> [How to complete this task] In the entries that follow, which lines hold the string "Quick"? List them.
◆ ◆ ◆ ◆ ◆
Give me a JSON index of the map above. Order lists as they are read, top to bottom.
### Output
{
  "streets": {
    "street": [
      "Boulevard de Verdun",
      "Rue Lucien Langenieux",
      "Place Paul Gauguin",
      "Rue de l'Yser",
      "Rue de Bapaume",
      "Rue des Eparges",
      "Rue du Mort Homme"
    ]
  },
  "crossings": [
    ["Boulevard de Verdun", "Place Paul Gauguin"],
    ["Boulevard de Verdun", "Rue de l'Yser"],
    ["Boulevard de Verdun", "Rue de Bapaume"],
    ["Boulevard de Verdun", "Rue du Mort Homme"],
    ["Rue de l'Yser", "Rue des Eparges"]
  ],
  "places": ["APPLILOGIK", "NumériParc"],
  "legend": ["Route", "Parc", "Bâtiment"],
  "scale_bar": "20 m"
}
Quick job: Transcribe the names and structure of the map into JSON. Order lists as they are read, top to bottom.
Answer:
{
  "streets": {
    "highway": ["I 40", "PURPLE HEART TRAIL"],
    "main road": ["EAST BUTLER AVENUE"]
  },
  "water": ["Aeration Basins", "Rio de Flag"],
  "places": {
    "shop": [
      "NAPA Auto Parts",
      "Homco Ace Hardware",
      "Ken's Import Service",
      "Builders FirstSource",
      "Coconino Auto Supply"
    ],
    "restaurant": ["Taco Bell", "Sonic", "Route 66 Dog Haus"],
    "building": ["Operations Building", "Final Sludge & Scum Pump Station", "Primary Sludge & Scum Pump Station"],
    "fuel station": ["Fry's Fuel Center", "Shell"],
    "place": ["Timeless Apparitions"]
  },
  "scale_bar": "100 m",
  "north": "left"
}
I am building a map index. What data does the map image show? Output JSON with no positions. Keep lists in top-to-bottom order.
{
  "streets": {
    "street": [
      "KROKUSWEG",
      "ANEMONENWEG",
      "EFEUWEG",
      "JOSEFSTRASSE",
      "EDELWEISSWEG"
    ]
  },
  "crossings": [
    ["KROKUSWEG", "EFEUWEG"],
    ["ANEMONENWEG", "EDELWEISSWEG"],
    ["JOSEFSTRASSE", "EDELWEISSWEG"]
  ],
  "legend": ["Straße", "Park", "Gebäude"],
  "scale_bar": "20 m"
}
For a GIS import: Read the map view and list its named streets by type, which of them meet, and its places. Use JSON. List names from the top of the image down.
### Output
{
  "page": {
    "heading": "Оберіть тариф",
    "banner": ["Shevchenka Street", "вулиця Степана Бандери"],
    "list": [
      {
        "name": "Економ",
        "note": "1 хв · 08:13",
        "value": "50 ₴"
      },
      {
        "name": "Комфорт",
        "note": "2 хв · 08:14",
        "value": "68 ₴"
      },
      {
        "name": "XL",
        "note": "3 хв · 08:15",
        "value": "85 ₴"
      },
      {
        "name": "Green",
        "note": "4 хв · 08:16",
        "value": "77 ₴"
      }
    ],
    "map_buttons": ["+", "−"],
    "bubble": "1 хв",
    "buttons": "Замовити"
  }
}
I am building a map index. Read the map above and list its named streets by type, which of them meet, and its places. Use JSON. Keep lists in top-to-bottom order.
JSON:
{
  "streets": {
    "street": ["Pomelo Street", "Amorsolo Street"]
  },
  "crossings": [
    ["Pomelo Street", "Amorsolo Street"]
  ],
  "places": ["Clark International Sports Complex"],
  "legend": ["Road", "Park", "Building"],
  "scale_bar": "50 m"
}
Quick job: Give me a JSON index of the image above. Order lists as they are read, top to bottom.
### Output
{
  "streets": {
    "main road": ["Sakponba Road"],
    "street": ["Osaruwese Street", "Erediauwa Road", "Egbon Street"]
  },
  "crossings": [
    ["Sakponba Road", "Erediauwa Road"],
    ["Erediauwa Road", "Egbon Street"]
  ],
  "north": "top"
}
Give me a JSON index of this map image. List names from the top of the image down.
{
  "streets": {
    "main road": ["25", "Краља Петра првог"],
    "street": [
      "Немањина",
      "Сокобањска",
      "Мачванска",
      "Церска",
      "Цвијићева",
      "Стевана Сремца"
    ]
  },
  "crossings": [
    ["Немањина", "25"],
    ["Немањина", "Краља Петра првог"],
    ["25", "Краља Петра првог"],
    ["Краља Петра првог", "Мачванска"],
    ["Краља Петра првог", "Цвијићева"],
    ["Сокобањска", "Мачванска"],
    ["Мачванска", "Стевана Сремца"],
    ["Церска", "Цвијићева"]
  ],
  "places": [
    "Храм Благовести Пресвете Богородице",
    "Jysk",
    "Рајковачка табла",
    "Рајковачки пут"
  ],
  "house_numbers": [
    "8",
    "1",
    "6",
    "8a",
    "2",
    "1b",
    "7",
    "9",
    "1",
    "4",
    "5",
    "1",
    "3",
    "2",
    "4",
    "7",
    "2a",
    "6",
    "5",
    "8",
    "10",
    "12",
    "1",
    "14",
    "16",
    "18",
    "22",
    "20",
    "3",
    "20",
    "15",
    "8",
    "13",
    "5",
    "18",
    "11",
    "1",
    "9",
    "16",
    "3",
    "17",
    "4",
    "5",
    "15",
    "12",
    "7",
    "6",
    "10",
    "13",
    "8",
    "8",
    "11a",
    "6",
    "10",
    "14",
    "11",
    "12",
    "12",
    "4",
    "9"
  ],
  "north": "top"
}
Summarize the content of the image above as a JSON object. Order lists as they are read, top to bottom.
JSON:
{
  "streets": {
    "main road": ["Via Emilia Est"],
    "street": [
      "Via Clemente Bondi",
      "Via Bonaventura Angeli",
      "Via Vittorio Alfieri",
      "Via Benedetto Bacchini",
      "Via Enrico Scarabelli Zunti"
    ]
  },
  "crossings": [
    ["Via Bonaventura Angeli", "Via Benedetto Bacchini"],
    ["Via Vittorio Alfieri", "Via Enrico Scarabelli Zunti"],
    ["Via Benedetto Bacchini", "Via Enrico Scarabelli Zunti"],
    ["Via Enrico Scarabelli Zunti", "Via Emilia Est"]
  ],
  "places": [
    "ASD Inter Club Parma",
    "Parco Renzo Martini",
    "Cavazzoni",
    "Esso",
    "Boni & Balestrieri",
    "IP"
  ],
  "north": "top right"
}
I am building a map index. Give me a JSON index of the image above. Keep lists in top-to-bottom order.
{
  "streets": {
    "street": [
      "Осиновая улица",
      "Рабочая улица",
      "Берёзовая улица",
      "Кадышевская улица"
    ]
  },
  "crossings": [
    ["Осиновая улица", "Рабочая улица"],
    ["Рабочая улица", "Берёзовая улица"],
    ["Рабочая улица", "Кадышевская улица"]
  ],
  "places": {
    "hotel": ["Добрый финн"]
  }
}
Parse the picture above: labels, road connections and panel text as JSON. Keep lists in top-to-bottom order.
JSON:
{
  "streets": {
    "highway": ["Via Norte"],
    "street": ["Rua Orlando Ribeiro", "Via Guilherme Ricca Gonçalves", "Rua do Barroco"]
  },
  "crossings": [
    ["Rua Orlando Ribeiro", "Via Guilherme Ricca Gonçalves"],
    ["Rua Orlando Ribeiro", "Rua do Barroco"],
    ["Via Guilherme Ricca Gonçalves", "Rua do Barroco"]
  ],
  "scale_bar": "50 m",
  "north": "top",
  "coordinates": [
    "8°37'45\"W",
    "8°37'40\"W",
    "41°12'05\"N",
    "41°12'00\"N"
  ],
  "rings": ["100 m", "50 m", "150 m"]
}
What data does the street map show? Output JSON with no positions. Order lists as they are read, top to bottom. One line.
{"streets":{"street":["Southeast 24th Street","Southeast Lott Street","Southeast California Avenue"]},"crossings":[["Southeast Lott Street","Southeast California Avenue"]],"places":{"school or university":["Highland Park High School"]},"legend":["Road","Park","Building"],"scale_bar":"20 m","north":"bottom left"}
◆ ◆ ◆ ◆ ◆
> [Result]
Quick job: Transcribe the names and structure of the map into JSON. Order lists as they are read, top to bottom.
Quick job: Give me a JSON index of the image above. Order lists as they are read, top to bottom.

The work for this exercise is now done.